Disaster reactions tend to follow a predictable sequence of phases for community groups.  The initial “heroic” phase involves concerns for survival and altruistic efforts to help overcome reactions such as fear, anger, confusion, and numbness.  A “honeymoon” phase occurs next, characterized by outpourings of community and professional support and assistance.  As the aftermath of the crisis extends in time, many sources of initial support may be withdrawn as agencies complete their initial goals and normal routines are reestablished.  This has been identified as a “disillusionment” phase.  This may be characterized by a loss of sense of shared experience in the community, and a sense of a more pervasive disappointment, anger, resentment, and abandonment.  The final phase of a disaster adaptation is to mourn what was lost, to reestablish relationships, and reinvest one’s energies into current  life pursuits, relationships, and interests.  This process can extend for years, depending on the magnitude of the losses sustained by individuals and communities.  It is important to note that the honeymoon phase ends just at the point when persistent and severe post-traumatic stress reactions would be likely to emerge, about 1 to 3 months following the disaster.
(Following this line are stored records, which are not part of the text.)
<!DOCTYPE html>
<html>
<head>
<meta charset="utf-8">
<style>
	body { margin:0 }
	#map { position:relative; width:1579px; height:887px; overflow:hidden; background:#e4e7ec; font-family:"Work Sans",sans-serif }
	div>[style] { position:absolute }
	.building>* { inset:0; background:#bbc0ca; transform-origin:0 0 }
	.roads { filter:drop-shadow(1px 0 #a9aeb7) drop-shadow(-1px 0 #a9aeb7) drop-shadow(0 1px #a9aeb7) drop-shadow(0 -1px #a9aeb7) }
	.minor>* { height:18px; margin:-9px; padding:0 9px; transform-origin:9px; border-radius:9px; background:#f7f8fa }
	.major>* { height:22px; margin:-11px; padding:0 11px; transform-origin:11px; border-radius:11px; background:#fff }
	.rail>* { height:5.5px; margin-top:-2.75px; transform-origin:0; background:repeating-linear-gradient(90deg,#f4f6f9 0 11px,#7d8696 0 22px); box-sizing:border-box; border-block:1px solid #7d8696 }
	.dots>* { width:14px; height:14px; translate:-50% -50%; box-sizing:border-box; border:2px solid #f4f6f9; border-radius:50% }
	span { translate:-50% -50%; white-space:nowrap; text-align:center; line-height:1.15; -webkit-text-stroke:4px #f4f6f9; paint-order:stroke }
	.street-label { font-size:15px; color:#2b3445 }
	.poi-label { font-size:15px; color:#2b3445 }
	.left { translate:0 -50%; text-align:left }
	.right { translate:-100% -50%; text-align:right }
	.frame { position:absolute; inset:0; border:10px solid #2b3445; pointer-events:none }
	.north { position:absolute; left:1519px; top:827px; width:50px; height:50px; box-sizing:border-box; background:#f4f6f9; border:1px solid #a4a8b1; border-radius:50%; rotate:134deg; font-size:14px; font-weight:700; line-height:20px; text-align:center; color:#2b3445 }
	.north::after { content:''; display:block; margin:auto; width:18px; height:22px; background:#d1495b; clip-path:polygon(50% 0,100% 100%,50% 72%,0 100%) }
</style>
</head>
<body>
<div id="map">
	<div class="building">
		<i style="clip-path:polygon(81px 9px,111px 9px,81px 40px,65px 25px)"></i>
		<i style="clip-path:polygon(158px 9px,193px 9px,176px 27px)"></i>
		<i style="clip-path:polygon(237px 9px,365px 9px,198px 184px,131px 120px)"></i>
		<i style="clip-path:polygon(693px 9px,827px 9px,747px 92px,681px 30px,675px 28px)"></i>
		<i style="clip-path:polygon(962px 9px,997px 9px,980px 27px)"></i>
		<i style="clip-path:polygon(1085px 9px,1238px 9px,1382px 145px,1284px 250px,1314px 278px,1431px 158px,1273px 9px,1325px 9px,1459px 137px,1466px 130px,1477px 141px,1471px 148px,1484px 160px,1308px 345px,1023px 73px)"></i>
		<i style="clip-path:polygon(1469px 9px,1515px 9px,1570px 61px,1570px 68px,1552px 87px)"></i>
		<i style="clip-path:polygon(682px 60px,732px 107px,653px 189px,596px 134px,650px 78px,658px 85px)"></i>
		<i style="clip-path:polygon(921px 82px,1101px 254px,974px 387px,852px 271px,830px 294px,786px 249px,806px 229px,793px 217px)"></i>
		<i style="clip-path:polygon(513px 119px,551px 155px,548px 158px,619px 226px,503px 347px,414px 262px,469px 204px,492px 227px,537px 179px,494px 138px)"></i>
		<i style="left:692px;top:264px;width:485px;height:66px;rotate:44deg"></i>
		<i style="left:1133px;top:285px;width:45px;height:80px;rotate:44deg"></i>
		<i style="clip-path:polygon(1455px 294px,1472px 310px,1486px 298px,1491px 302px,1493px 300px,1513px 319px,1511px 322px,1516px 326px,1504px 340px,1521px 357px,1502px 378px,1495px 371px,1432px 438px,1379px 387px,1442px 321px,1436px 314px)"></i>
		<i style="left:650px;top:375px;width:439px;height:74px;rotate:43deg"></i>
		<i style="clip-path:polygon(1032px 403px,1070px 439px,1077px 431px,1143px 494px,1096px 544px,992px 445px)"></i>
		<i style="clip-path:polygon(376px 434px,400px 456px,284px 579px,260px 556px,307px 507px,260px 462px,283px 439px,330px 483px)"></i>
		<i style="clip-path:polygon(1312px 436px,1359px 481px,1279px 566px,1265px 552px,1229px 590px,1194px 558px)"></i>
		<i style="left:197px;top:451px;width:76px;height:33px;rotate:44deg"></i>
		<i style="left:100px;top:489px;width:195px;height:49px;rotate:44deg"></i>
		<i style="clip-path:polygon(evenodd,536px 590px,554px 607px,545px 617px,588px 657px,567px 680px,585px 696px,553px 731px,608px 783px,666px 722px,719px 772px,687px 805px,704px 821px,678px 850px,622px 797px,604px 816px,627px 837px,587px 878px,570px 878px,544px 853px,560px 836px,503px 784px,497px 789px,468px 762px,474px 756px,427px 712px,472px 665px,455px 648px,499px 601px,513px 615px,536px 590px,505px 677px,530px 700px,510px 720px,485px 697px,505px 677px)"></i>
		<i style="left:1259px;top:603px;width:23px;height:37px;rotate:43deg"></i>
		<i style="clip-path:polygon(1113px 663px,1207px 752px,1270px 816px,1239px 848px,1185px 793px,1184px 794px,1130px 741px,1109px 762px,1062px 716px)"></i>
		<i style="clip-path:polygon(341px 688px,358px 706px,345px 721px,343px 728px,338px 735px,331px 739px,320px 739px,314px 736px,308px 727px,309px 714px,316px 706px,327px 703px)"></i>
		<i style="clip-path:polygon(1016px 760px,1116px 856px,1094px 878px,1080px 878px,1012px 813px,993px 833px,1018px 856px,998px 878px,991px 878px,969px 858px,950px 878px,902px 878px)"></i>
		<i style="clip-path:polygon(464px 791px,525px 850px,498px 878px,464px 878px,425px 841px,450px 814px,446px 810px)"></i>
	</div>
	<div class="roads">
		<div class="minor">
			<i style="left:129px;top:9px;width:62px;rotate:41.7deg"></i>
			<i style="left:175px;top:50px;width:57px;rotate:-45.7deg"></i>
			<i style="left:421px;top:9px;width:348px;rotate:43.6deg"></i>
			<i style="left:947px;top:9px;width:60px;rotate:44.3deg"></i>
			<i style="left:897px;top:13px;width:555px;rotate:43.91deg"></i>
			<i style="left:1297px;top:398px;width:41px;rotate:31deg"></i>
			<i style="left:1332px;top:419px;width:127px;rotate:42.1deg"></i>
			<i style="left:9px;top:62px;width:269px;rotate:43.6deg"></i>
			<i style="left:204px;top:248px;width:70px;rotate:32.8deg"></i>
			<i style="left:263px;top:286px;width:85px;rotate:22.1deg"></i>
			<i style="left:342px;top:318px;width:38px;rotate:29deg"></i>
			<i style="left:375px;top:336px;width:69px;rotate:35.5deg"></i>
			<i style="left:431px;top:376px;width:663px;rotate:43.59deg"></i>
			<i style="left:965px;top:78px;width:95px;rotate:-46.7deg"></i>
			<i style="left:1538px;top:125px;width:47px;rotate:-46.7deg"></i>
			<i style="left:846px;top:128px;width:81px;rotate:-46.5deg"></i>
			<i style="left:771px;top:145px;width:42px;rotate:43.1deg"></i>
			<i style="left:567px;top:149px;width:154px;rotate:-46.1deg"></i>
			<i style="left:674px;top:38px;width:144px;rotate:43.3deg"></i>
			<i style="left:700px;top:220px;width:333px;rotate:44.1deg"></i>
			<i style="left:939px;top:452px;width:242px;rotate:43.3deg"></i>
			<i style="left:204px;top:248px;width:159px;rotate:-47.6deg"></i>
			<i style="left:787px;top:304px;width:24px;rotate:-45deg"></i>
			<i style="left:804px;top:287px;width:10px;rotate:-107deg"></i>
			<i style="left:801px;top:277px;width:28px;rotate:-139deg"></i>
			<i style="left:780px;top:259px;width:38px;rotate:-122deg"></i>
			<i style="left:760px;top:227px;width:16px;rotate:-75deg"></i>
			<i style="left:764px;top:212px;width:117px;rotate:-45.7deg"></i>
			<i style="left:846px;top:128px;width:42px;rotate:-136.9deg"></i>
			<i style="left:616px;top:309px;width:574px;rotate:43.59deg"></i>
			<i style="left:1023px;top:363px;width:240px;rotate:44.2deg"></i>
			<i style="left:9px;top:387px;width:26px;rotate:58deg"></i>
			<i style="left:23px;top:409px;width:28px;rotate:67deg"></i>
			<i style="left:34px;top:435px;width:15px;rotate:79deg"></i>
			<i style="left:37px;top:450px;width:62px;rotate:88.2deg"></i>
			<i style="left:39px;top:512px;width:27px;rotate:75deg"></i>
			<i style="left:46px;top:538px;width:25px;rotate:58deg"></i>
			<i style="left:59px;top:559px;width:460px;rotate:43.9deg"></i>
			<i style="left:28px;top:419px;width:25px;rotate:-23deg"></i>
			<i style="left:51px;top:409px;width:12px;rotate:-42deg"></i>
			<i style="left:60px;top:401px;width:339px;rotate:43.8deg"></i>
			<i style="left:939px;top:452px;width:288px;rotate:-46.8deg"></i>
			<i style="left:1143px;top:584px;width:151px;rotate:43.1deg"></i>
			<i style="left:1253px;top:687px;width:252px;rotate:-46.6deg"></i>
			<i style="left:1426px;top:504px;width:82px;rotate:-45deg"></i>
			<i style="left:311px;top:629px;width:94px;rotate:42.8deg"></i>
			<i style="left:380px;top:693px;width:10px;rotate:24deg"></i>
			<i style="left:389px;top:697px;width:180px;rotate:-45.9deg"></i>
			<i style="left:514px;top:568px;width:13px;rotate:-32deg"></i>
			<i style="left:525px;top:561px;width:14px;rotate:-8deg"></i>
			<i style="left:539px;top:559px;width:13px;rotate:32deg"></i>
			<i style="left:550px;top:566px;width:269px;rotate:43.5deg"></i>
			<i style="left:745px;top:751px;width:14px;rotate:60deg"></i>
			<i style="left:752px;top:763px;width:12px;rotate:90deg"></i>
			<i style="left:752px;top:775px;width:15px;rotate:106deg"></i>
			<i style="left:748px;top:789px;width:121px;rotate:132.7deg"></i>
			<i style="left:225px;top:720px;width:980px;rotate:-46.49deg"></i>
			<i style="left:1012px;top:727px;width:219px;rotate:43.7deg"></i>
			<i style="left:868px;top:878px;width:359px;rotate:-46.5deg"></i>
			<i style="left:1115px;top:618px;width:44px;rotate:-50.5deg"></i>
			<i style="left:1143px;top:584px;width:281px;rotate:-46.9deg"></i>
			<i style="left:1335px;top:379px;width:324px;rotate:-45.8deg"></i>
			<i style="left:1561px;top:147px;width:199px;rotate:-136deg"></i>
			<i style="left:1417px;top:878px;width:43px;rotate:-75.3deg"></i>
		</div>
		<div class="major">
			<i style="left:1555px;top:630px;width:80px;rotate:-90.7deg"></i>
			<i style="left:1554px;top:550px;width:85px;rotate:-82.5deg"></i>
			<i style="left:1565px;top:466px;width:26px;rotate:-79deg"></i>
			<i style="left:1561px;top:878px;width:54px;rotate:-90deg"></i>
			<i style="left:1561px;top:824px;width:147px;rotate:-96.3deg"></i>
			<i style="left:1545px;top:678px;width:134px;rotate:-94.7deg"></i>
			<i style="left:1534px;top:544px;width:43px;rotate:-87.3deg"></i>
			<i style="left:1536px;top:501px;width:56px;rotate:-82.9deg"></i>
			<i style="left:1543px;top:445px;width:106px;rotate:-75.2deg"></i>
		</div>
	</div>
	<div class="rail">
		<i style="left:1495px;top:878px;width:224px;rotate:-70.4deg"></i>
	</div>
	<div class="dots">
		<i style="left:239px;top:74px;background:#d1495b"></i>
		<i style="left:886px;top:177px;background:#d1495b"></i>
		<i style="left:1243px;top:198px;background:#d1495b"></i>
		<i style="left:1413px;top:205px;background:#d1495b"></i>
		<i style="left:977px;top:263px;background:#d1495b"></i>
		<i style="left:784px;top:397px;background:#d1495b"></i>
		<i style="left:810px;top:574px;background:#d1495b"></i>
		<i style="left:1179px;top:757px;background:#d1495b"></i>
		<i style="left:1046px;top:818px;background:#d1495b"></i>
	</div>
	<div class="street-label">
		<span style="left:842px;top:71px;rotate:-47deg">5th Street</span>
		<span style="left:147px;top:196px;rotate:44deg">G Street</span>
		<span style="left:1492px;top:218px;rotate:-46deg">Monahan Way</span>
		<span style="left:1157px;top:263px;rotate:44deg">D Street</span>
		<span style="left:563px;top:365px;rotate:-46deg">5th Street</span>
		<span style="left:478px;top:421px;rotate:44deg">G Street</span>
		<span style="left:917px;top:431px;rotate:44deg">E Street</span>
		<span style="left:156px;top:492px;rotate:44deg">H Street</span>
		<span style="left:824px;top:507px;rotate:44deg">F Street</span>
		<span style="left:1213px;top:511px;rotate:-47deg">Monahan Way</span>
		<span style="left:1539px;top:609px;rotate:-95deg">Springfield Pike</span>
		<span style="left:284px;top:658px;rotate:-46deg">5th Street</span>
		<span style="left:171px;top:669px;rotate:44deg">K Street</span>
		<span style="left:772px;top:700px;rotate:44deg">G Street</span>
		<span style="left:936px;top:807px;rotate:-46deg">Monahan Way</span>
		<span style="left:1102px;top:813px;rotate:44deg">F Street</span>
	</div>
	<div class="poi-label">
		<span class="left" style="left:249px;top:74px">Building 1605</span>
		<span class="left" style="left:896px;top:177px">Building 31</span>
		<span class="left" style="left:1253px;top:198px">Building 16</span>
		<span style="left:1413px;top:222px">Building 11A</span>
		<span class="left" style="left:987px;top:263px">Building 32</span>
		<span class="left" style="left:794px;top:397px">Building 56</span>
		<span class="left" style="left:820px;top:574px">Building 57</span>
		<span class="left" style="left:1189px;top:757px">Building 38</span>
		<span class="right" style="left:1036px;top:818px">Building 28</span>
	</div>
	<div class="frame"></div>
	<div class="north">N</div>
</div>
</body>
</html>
Sometimes present loss or trauma can trigger past events.  If you have been the victim of past abuse or trauma, the 9/11 terrorist attacks may have triggered these memories for you or made it more difficult to cope with the stress of these events.

What can you do to cope?

·         Spend time with other people.  Coping with stressful events is easier when people support each other.

·         Talk about how you are feeling.  Be willing to listen to others who need to talk about how they feel.

·         Get back to everyday routine.  Familiar habits can be comforting.

·         Take time to grieve if you need to.  It is better to express your feelings rather than push them away or avoid them as feelings tend to emerge one way or another and it better for you to have some say in how they are expressed.

·         Ask for support and help from your family, friends, church, or other community re-sources.  Join or develop support groups.

·         Limit how much time you spend watching the news about the war or related events in order to avoid retraumatizing yourself.

·         Find something positive you can do.  Join efforts in your community to respond to this tragedy.

·         Stay positive and watch your negative  self-talk and expectations in terms of self-fulfilling prophecy.

Get professional help if you continue to experience difficulties.  College counseling centers offer excellent services in coping with grief and loss and trauma.